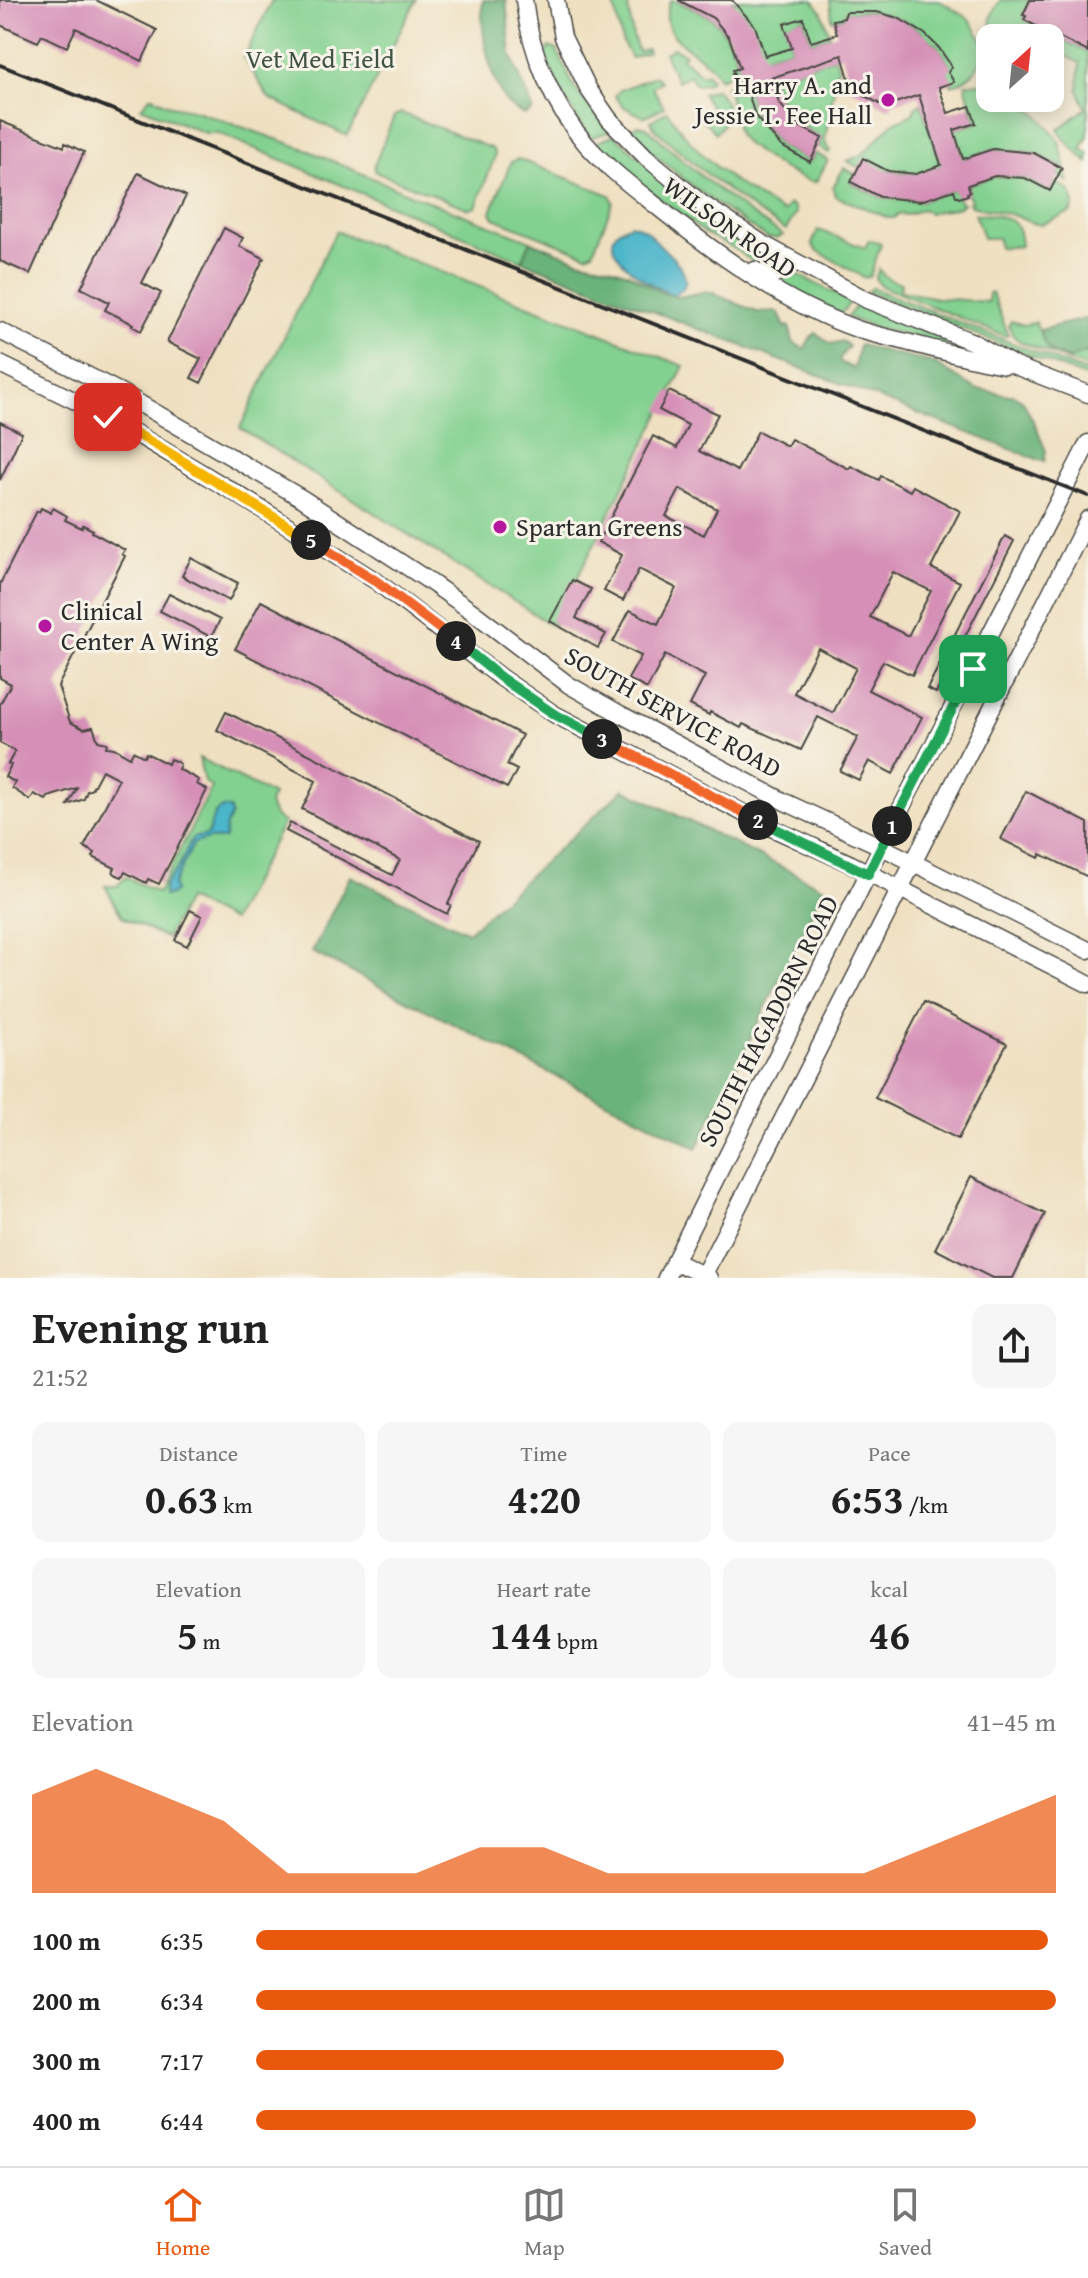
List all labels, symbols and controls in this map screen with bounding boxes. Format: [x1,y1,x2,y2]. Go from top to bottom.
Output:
north arrow [976,24,1064,112]
map controls [976,24,1064,112]
park label: Vet Med Field [245,39,395,78]
place label: Harry A. and Jessie T. Fee Hall [692,65,872,134]
marker: Harry A. and Jessie T. Fee Hall [879,91,897,109]
street label: WILSON ROAD [655,166,805,287]
pin [74,383,142,451]
icon: check [86,395,130,439]
place label: Spartan Greens [516,507,683,546]
marker: Spartan Greens [491,518,509,536]
pin: 5 [291,520,331,560]
text: 5 [305,524,317,556]
place label: Clinical Center A Wing [61,591,218,660]
marker: Clinical Center A Wing [36,617,54,635]
pin: 4 [436,621,476,661]
text: 4 [450,625,462,657]
pin [939,635,1007,703]
street label: SOUTH SERVICE ROAD [558,636,789,787]
icon: arrive [951,647,995,691]
pin: 3 [582,719,622,759]
text: 3 [596,723,608,755]
pin: 2 [738,800,778,840]
text: 2 [752,804,764,836]
pin: 1 [872,806,912,846]
text: 1 [886,810,898,842]
street label: SOUTH HAGADORN ROAD [687,888,848,1153]
text: Evening run [32,1295,269,1359]
button: share [972,1304,1056,1388]
text: 21:52 [32,1357,88,1396]
text: Distance [159,1437,238,1469]
text: Time [521,1437,567,1469]
text: Pace [868,1437,910,1469]
text: 0.63 [145,1469,218,1528]
text: 4:20 [507,1469,581,1528]
text: 6:53 [830,1469,904,1528]
text: km [218,1489,252,1521]
text: /km [904,1489,948,1521]
text: Elevation [156,1573,242,1605]
text: Heart rate [497,1573,591,1605]
text: kcal [871,1573,908,1605]
text: 5 [177,1605,198,1664]
text: 144 [490,1605,552,1664]
text: 46 [869,1605,910,1664]
text: m [198,1625,220,1657]
text: bpm [552,1625,598,1657]
text: Elevation [32,1702,134,1741]
text: 41–45 m [967,1702,1056,1741]
text: 100 m [32,1921,100,1960]
text: 6:35 [160,1921,204,1960]
text: 200 m [32,1981,100,2020]
text: 6:34 [160,1981,204,2020]
text: 300 m [32,2041,100,2080]
text: 7:17 [160,2041,204,2080]
text: 400 m [32,2101,100,2140]
text: 6:44 [160,2101,204,2140]
tab: Home [156,2183,210,2263]
tab: Map [522,2183,566,2263]
tab: Saved [879,2183,932,2263]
┄┄┄┄┄┄┄┄┄┄
◆ TASK TO COMPLETE: If a line of the records above contains the word "SOUTH", count it; then give the total and nothing more.

◆ ANSWER TO THE PROBLEM: 2